Helen P. O'Leary - professor of art, Penn State University Park

Book Title: A Field Guide to Getting Lost

Author: Rebecca Solnit

Book Description:

I have spent my life simultaneously anchored to places, countries, people, duties and equally, adrift, in the in-between spaces, between countries, languages, family and certainty.

I picked this book up on my way to the airport, as I relocated to Chicago, leaving the force field of the familiar, and all that was known and loved behind me. I simply laughed out loud as I read the first page. This trip was more of an emotional journey, without compass or road map, or any sense of knowing if it was a right decision. The only certainty was that it was a decision. Uncertainty, trust, loss, memory and desire clogged the compass in both my head and heart.

On a more recent trip to Ireland with three teenage girls, we spent most of the journey being unbelievably lost, but found some of the most memorable experiences because of the lack of road signs and our collective bad geographic compass. They were of course, indignant, at that age they wanted answers, tangibles, firm destinations, not unknowns and questions. I found myself driving with great determination, in side ways rain in the wrong direction, following hunches more than actual directions. I suspect, given the soul -searching nature of the trip, I didn't want to be found. I was looking for the start of a new chapter, a new book to photograph, and down small lanes and dead ends and red herrings, I found the beginnings of unexplored links that would take me to my next book.

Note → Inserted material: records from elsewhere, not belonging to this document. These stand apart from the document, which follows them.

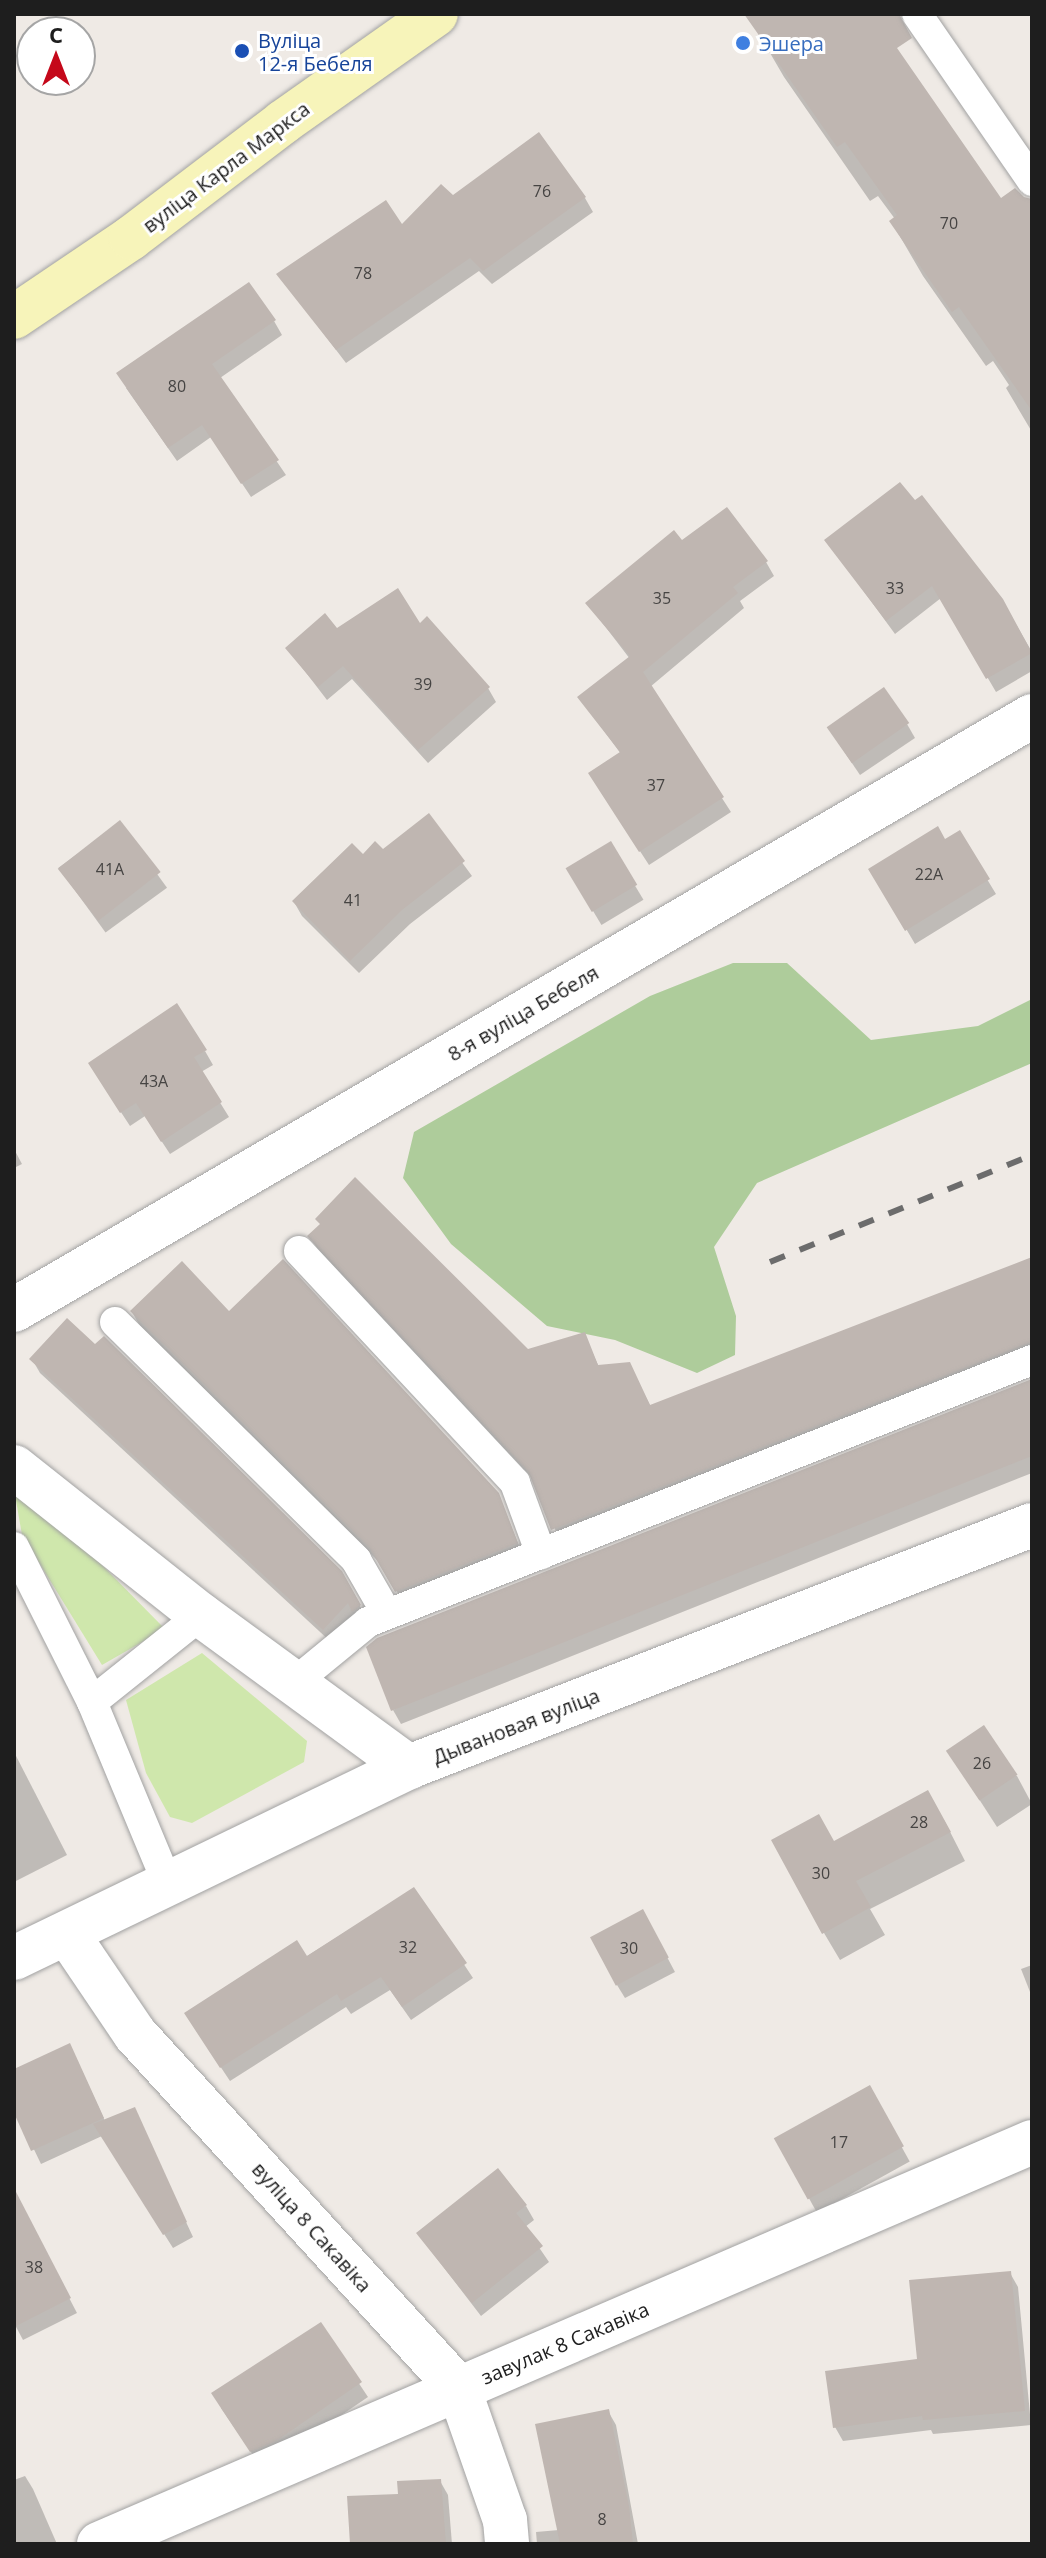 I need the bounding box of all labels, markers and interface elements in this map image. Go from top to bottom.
north arrow [16,16,96,96]
text: С [49,19,63,49]
place label: Вуліца 12-я Бебеля [258,28,373,75]
place label: Эшера [759,31,824,55]
marker: Эшера [734,34,752,52]
marker: Вуліца 12-я Бебеля [233,42,251,60]
street label: вуліца Карла Маркса [138,96,314,238]
house number: 76 [533,181,551,201]
house number: 70 [940,213,958,233]
house number: 78 [354,263,372,283]
house number: 80 [168,376,186,396]
house number: 33 [886,578,904,598]
house number: 35 [653,588,671,608]
house number: 39 [414,674,432,694]
house number: 37 [647,775,665,795]
house number: 41А [96,859,124,879]
house number: 22А [915,864,943,884]
house number: 41 [344,890,362,910]
street label: 8-я вуліца Бебеля [443,960,603,1066]
house number: 43А [140,1071,168,1091]
street label: Дывановая вуліца [429,1683,603,1769]
house number: 26 [973,1753,991,1773]
house number: 28 [910,1812,928,1832]
house number: 30 [812,1863,830,1883]
house number: 32 [399,1937,417,1957]
house number: 30 [620,1938,638,1958]
house number: 17 [830,2132,848,2152]
street label: вуліца 8 Сакавіка [247,2157,377,2297]
house number: 38 [25,2257,43,2277]
street label: завулак 8 Сакавіка [477,2297,653,2389]
house number: 8 [597,2509,607,2529]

In the studio, when faced with a new blank canvas, I have that rush of fear of not knowing what I will do, my painterly compass wavers momentarily and I gingerly try to forget what I already know. The exhilaration of not knowing how things will turn out forms a fragile thread with the known and remembered. Few books in my collection have as many coffee stains, boarding passes for book marks, questions, tears, notes in the margin, and a well worn dog eared look of having been carried around as this one. One day, I imagine, I will loose it, on a bus or a plane, waiting for it's new reader.